I am becoming increasingly worried that Santa is spending so much time sitting around making lists. When is he going to get down to the serious work of making everything in that workshop of his?
presented by Stephanie Hansen
I ran away from home again yesterday. In the middle of cleaning the kitchen sink, I set down the brush, went up to change into nicer clothes, put on coat and scarf, checked to make sure I had my wallet and skedaddled. I went for a long walk into the next town whereupon my efforts at exercising were promptly rewarded with a chocolate eclair. I counted fifteen dollars in my wallet and headed for the warehouse-sized dollar store. Among other things, I bought a small unpainted curio cabinet in the shape of a house. The house has fourteen compartments of varying sizes and shapes. The project is to fill the house I bought with things that reflect my definition of "Home" in order to help me identify what is missing and ill-fitting in the home I have.
Mulling it over brought me back to the ugly, empty apartment that was truly my first home. Slowly, I filled that home with colour, light, texture, scent, spice, laughter, questions, knowledge, faith, rules that were meant to be broken, and lines that were never to be crossed. I couldn't afford anything else, and I couldn't afford anything less. Into the largest compartment in my model home, I will put laughter. Into the other compartment of equal size, I will put faith. Faith, for a couple of reasons, will be symbolised by mustard seeds. The space for knowledge will be symbolised by books. The room to grow will be symbolised by a blank white compartment...for what may come. Into the middle, of course, I will put myself. Be cautioned not to forget to make a place for yourself in your own home. Risk will be symbolised by spices...probably cloves, peppercorns and cumin seeds. Pleasure will be something sweet. That leaves seven more.
Colour and light take me down to five, and a well-placed question mark to remind me to keep my heart open to what I do not yet know will leave me with four more choices. I have thought of adding my husband and stepchildren, but they cannot be my defintion of home since I was home before I with them.

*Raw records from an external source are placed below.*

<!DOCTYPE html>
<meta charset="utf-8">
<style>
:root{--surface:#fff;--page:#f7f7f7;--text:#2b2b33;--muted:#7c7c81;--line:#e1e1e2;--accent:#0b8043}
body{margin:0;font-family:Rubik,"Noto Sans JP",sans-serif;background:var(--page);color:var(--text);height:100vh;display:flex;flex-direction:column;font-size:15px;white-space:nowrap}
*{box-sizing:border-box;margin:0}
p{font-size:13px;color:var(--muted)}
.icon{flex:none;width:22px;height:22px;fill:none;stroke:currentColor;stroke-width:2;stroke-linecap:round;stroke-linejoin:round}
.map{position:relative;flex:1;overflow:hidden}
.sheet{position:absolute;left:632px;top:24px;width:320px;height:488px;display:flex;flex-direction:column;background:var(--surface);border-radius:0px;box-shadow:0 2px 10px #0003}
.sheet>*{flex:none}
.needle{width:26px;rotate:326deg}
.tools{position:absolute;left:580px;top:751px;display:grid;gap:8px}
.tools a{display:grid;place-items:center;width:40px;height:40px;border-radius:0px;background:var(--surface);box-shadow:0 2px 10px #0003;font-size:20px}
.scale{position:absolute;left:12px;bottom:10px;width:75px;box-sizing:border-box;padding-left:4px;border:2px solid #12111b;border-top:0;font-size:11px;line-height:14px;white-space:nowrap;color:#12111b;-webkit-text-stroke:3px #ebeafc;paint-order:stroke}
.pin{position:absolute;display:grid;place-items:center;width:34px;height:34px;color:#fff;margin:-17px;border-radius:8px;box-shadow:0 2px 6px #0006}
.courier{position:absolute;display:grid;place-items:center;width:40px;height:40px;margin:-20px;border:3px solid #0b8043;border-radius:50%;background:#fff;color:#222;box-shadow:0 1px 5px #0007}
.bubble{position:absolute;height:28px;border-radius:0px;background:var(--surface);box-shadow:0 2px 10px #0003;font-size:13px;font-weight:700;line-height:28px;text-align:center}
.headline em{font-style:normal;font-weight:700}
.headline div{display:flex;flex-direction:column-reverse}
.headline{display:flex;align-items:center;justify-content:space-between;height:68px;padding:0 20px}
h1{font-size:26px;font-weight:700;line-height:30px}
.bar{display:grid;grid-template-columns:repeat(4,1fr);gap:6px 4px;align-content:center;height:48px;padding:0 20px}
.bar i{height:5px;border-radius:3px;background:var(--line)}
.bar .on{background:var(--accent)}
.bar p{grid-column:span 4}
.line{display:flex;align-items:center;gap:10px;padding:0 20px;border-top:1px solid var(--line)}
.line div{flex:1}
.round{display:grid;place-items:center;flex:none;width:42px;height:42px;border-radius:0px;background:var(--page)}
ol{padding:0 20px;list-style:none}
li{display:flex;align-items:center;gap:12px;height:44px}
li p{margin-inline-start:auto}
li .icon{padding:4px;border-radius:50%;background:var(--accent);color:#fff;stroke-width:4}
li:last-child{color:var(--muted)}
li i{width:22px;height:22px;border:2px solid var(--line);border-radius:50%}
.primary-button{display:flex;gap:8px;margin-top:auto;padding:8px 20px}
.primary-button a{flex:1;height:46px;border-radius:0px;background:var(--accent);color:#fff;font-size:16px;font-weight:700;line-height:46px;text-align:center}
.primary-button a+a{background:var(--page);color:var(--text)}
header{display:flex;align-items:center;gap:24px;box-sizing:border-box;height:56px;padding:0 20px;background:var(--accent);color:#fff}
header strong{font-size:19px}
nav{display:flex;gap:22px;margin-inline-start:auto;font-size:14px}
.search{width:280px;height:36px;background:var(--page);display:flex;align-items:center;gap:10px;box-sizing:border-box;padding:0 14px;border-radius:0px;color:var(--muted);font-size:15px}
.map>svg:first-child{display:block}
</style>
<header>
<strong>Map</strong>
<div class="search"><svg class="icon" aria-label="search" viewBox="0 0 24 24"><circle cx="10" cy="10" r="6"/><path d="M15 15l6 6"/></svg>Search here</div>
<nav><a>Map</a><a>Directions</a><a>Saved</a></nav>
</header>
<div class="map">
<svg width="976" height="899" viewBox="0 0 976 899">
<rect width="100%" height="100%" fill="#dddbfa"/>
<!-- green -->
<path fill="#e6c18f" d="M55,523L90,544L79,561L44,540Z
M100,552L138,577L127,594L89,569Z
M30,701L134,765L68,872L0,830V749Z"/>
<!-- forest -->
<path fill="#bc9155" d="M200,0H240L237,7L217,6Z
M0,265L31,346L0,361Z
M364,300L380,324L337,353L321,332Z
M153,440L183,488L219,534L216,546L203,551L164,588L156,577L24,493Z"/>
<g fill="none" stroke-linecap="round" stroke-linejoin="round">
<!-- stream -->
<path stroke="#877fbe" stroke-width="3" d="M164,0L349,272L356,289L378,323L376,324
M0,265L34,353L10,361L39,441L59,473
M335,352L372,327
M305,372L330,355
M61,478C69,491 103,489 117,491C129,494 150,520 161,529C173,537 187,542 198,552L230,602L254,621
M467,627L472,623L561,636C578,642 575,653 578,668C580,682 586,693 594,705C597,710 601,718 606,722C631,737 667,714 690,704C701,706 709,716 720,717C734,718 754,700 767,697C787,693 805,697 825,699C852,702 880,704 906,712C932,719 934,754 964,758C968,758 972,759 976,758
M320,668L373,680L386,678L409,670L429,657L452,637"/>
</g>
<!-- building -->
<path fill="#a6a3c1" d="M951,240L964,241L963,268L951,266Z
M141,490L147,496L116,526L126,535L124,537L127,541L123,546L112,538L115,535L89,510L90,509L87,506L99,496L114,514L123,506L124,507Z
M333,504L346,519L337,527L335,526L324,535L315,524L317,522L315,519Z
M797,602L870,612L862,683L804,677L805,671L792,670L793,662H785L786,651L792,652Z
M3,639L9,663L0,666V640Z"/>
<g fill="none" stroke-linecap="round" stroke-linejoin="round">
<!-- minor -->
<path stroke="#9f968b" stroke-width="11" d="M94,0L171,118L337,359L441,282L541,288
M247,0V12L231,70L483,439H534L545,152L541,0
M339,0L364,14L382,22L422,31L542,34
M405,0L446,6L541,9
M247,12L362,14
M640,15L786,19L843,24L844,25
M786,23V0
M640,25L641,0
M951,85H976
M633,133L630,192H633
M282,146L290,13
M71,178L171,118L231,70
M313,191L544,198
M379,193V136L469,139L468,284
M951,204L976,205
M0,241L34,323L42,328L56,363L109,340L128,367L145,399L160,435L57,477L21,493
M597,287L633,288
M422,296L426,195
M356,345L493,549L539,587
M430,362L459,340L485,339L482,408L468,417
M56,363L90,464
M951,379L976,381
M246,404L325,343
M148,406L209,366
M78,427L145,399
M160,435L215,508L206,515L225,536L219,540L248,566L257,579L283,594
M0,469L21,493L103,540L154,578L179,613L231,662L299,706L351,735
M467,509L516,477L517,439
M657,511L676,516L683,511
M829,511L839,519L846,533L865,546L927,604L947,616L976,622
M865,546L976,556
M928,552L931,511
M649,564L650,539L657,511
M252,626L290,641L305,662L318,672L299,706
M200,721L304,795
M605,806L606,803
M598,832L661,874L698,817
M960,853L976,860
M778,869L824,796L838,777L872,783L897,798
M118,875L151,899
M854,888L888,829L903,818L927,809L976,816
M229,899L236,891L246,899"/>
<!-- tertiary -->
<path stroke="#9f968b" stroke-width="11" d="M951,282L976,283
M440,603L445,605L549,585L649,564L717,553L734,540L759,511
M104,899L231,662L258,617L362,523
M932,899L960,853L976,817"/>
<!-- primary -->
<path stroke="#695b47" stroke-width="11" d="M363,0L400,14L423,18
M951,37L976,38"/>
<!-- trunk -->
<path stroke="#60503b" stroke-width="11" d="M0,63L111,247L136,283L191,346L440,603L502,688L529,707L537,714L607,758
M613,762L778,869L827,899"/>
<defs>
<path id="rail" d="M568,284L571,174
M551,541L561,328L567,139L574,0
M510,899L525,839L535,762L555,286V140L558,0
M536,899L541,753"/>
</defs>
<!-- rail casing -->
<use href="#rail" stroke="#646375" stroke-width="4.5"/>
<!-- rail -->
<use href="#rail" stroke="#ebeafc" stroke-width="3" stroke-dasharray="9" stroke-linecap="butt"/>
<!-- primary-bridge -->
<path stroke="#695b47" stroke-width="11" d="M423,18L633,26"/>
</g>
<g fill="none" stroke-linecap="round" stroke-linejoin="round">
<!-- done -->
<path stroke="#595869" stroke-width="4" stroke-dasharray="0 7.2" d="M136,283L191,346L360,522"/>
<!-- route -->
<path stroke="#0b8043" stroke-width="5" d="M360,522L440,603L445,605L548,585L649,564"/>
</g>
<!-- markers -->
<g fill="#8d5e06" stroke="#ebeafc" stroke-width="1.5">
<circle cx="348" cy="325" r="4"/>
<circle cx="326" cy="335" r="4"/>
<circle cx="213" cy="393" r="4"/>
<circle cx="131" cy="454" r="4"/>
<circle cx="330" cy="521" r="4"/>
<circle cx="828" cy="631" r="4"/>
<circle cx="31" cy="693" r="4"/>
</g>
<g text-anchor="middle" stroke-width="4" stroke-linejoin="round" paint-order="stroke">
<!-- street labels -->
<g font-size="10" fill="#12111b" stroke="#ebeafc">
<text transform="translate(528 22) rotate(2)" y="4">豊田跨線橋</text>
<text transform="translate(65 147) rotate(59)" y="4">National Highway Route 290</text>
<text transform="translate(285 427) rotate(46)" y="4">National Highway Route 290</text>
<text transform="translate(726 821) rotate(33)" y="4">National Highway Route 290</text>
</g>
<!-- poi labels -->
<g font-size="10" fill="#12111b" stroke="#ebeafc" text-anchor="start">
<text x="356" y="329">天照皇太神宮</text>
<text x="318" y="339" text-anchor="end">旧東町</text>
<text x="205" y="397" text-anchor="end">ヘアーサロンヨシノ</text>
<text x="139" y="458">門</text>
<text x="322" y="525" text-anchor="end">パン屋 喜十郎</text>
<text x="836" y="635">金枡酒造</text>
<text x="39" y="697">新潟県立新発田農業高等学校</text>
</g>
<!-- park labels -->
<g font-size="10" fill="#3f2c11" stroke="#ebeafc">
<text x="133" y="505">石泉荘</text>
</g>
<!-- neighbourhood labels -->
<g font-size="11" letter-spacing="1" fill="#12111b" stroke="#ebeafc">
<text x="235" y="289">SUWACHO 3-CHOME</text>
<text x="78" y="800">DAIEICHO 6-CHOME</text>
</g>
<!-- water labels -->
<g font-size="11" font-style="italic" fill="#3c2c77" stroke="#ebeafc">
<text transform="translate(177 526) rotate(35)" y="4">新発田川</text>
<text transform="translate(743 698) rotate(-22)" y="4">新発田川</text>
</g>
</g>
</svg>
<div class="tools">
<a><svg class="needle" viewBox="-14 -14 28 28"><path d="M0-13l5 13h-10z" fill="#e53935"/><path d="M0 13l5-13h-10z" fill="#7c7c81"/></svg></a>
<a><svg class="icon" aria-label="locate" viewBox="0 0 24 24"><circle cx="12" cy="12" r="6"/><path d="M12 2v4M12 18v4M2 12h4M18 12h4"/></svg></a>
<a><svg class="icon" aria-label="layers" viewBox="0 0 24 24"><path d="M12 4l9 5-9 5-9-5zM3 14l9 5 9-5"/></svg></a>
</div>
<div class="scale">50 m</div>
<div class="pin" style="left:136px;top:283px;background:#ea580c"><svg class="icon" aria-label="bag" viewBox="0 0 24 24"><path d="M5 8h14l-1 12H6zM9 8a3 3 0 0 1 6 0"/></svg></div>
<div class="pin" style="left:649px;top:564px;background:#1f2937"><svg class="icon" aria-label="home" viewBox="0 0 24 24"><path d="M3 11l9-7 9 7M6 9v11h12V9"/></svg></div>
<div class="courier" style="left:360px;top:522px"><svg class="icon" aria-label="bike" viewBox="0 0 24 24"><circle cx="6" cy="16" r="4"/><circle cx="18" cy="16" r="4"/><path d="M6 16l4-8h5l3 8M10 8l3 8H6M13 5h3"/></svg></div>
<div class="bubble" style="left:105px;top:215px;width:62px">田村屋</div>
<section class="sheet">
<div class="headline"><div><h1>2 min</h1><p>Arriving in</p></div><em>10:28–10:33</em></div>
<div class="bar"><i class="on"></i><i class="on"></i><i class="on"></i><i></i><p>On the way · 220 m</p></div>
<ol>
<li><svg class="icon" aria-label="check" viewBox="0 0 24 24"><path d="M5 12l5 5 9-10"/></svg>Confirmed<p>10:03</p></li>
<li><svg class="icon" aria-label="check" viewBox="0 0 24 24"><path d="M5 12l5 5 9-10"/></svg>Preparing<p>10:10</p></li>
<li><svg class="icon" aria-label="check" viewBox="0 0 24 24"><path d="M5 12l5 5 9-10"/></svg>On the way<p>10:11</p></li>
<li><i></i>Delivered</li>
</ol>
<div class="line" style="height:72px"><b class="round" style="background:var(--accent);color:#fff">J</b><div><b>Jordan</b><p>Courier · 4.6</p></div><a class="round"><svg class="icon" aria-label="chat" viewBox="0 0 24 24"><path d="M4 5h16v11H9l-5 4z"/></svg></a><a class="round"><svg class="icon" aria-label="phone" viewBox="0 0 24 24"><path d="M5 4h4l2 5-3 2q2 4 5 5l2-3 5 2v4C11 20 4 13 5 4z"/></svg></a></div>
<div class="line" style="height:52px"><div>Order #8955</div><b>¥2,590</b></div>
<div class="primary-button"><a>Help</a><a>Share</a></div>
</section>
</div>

Whether or not this may sound negative, in my home, there must be a dark empty place to symbolise stillness...of mind, spirit, body...a place where I can withdraw from the pressures and the cares of the world when they will not withdraw from me. Now three. There must be lines...boundaries. I tend to forget them. Two. Something soft. I'm too young to be this old and my body has aches that will not cease and desist until I lay on something soft.
If I don't take the time to relieve the chronic aches and the tension they cause, it all spreads into my mind and emotions eventually affecting and infecting motives. Unattended tensions become spiritual maladies. I will be certain to have somewhere soft to rest. What, then, belongs in the final empty place in my home to make it "my home"? I don't know. Honestly, I don't. If I did, I would already have the perfect home ideally suited to Steph. The unclaimed space in the corner must belong to whatever I'm running away from or to.
There are more definitions of home than I can count. To me, home is that place where we are welcomed and respected by all, and protected from all others. I lived alone for quite a while in order to give myself a home by that definition. Home, to many, is not a dwelling, but a feeling that dwells in us. No...home does not take risks. LOL (couldn't resist) Home is a destination, but if we are open-minded and honest about it, we probably can't point to it on a map. Home is wherever we go to nourish and fortify our will to keep living. It can also be said that home is not where, but how we live. Others, still, say that their home is wherever their family is. I understand and accept every defintion, but there is only one definition of home for Steph. What is yours? Can you draw a picture? Can you symbolise the home as a whole, or in parts, as I have?
I sincerely pray that we may all go home for the holidays.
1. Find a house like the one Stephanie Hansen, from Worth Works, used and work on creating your ideal home.
2. Go to your visual journal and make a page that speaks of home and place. Think of circles within circles and explore your place in the world; within your country; within your region, within your city; within your neighbourhood; within your own fence line; within your four walls. Focus on one of these and create a collage about place.
3. Make a special place for your writing or art. You could store art or writing supplies in the little house that Stephanie used.